Pues yo diría que a ninguno en el plano literario, artístico; sí a algunos en cuanto a que tienen una mirada de la historia y de la actualidad que puede resultarnos interesante: Le Clézio, con su mirada internacionalista, o Modiano, con sus obras en torno a la segunda guerra mundial y la Francia ocupada, pero que se va a un terreno histórico, no se asienta en lo contemporáneo, que es lo que sería interesante abordar. Son autores que no se interesan mucho, que no se adentran en la mente humana, como sí hacía un Proust; en los sentimientos, los afectos, las contradicciones que todos arrastramos; ni tampoco son grandes observadores de la realidad del mundo, ni valientes, salvando a Houellebecq.
Para acabar. La novela ha sobrevivido a toda clase de transformaciones culturales, pero ¿lo hará también al mundo digital?
Esto siempre es una incertidumbre, pero yo creo que el mundo digital ya ha fagocitado el mundo del papel y del libro. Incluso los lectores ya no lo somos tanto, porque tenemos mil distracciones en el teléfono móvil; no podemos leer con tranquilidad ni siquiera un rato seguido: estamos a expensas de la tecnología, de la pantalla, de la rapidez, de la información sucinta y atropelladora. Yo no creo que la literatura se vaya a pasar a lo digital, sino que ha muerto. En el advenimiento de lo digital a nuestras vidas en torno al año 2000 hay un punto de inflexión descomunal. La literatura, además, ha dejado de ser arte. Cuesta trabajo encontrar un escritor que realmente use el lenguaje con un respeto, una belleza, una inteligencia lingüística, un adorno, un estilo. Lo editorial, ahora, se centra en el género, sea histórico o policíaco. Y todo eso conforma un contexto perfecto para matar a la literatura. Muchos autores se han acomodado a este contexto, y no surgen obras innovadoras, con cosas realmente estimulantes; pero los propios lectores son muy acomodaticios. La gran literatura es cada vez para menos personas. Al final, acabará siendo una especie de delicadeza artística que algunos podremos todavía saborear, pero que dudo mucho que nuestros hijos vayan a tener un incentivo literario como el que yo u otra generación anterior tuvimos para leerla.

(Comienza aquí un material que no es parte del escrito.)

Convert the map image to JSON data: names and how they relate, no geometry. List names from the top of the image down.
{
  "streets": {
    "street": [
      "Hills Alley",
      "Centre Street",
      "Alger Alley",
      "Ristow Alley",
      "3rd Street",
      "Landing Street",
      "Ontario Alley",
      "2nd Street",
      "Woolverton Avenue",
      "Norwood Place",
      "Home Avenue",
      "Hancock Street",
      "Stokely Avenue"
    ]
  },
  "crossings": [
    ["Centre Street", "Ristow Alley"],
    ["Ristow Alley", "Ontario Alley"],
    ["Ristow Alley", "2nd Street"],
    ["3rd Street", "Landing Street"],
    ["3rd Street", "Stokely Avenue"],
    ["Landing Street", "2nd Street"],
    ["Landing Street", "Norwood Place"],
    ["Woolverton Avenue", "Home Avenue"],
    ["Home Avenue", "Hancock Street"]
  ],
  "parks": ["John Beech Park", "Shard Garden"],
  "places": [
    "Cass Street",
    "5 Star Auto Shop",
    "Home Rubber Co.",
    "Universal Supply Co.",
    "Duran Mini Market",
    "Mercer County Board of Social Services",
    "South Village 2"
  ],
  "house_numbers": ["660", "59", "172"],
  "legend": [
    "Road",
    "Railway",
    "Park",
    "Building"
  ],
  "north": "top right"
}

Pablo Batalla Cueto (Gijón, 1987) es licenciado en historia y máster en gestión del patrimonio histórico-artístico por la Universidad de Salamanca, pero ha venido desempeñándose como periodista y corrector de estilo. Ha sido o es colaborador de los periódicos y revistas Asturias24, La Voz de Asturias, Atlántica XXII, Neville, Crítica.cl, La Soga, Nortes y LaU; dirige desde 2013 A Quemarropa, periódico oficial de la Semana Negra de Gijón, y desde 2018 es coordinador de EL CUADERNO. Ha publicado los libros Si cantara el gallo rojo: biografía social de Jesús Montes Estrada, ‘Churruca’ (2017) y La virtud en la montaña: vindicación de un alpinismo lento, ilustrado y anticapitalista (2019).